Validation. We implemented sanity checks for both \({\textbf {sat}} \) and \({\textbf {unsat}} \) results. For \({\textbf {sat}} \), we evaluate the input problem using \(\text {EIA}\) semantics for \(\textsf {exp}\), and the current model for all variables. For \({\textbf {unsat}} \), assume that the input problem \(\varphi \) contains the subterms \(\textsf {exp}(s_0,t_0),\ldots ,\textsf {exp}(s_n,t_n)\). Then we enumerate all SMT problems

$$ \textstyle \varphi \wedge \bigwedge _{i = 0}^n t_i = c_i \wedge \textsf {exp}(s_i,t_i) = s_i^{c_i} \qquad \text {where } c_1,\ldots ,c_n \in [0 .. \ k] \text { for some } k \in \mathbb {N}$$

(we used \(k=10\)). If any of them is satisfiable in \(\text {NIA}\), then \(\varphi \) is satisfiable in \(\text {EIA}\). None of these checks revealed any problems.

7 Conclusion

We presented the novel SMT theory \(\text {EIA}\), which extends the theory non-linear integer arithmetic with integer exponentiation. Moreover, inspired by incremental linearization for similar extensions of non-linear real arithmetic, we developed a CEGAR approach to solve \(\text {EIA}\) problems. The core idea of our approach is to regard exponentiation as an uninterpreted function and to eliminate counterexamples, i.e., models that violate the semantics of exponentiation, by generating suitable lemmas. Here, the use of bilinear interpolation turned out to be crucial, both in practice (see our evaluation in Sect. 6) and in theory, as interpolation lemmas are essential for being able to eliminate any counterexample (see Theorem 23).
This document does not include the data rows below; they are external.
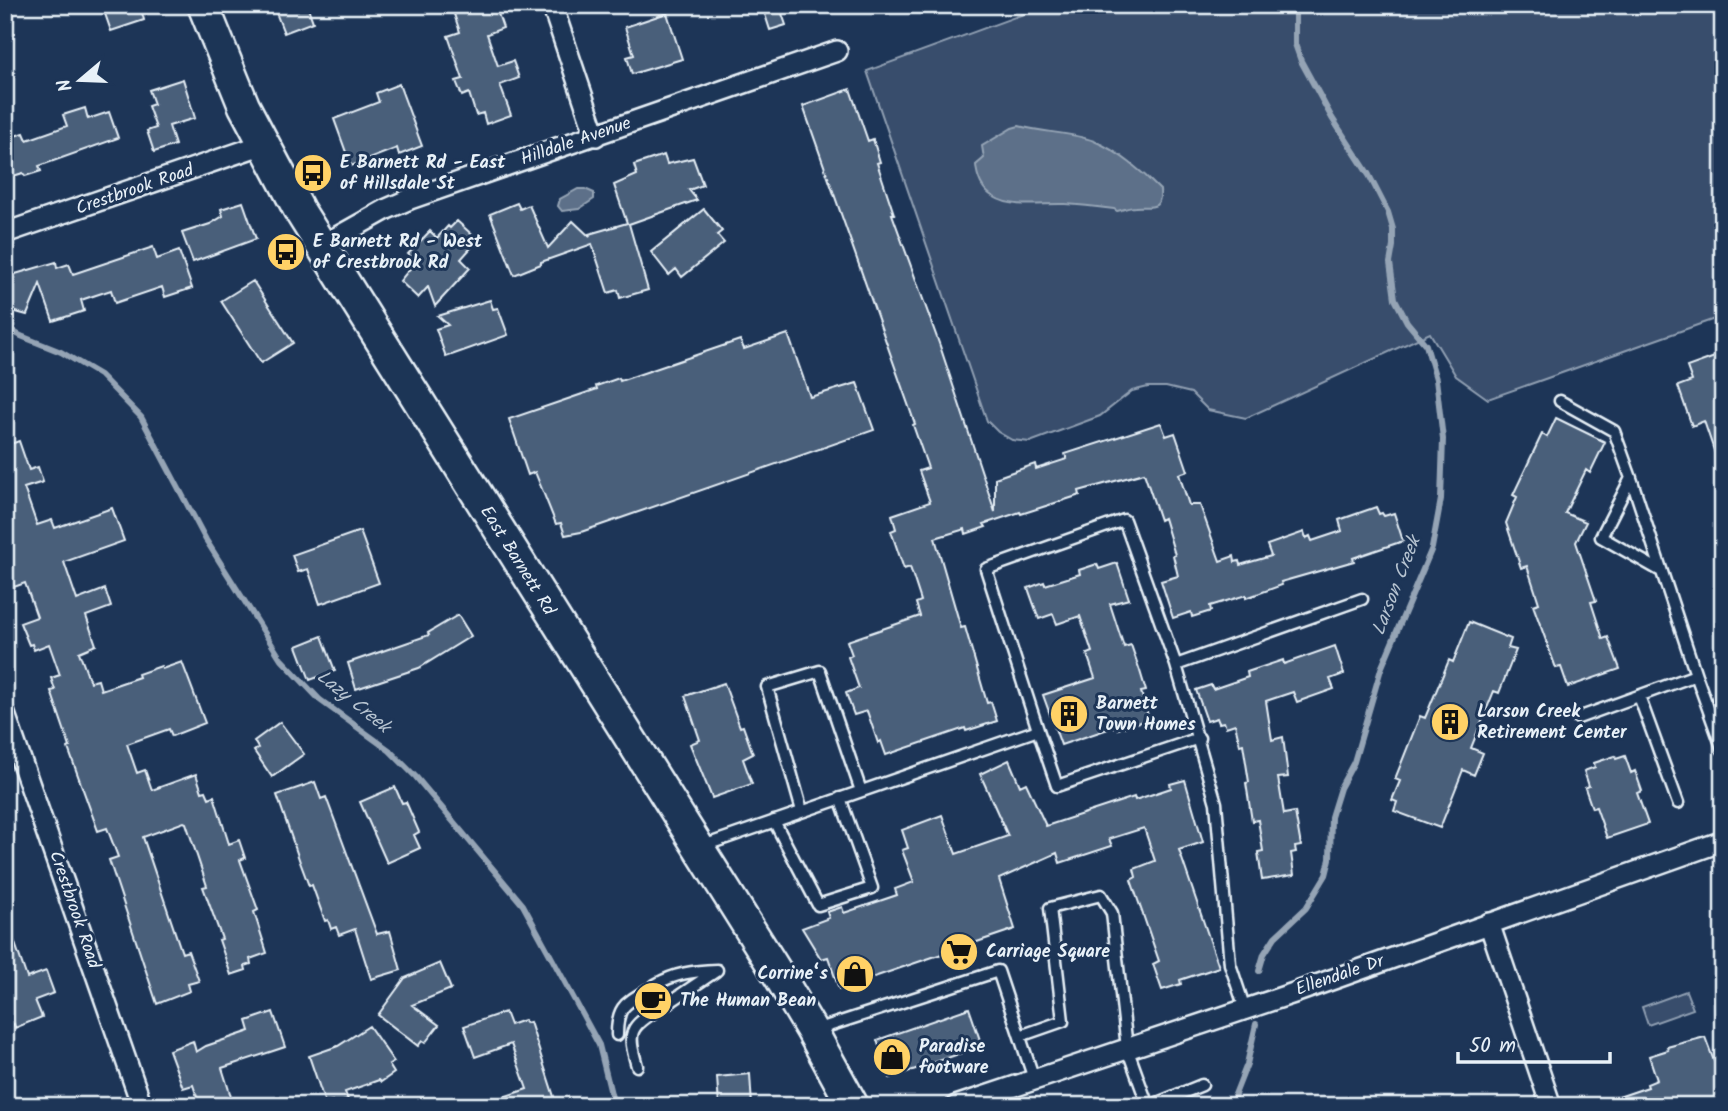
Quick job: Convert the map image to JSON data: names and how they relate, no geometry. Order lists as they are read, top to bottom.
{
  "streets": {
    "main road": ["East Barnett Rd"],
    "street": ["Hilldale Avenue", "Crestbrook Road", "Ellendale Dr"]
  },
  "crossings": [
    ["Hilldale Avenue", "East Barnett Rd"],
    ["Crestbrook Road", "East Barnett Rd"]
  ],
  "water": ["Larson Creek", "Lazy Creek"],
  "places": {
    "bus stop": ["E Barnett Rd - East of Hillsdale St", "E Barnett Rd - West of Crestbrook Rd"],
    "building": ["Barnett Town Homes", "Larson Creek Retirement Center"],
    "supermarket": ["Carriage Square"],
    "shop": ["Corrine‘s", "Paradise footware"],
    "cafe": ["The Human Bean"]
  },
  "scale_bar": "50 m",
  "north": "left"
}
Finally, we evaluated the implementation of our approach in our novel tool SwInE on thousands of \(\text {EIA}\) problems that were synthesized from verification tasks using our verification tool LoAT. Our evaluation shows that SwInE is highly effective for our use case, i.e., as backend for LoAT. Hence, we will couple SwInE and LoAT in future work.

With SwInE, we provide an SMT-LIB compliant open-source solver for \(\text {EIA}\) [23]. In this way, we hope to attract users with applications that give rise to challenging benchmarks, as our evaluation suggests that our benchmarks are relatively easy to solve. Moreover, we hope that other solvers with support for integer exponentiation will follow, with the ultimate goal of standardizing \(\text {EIA}\).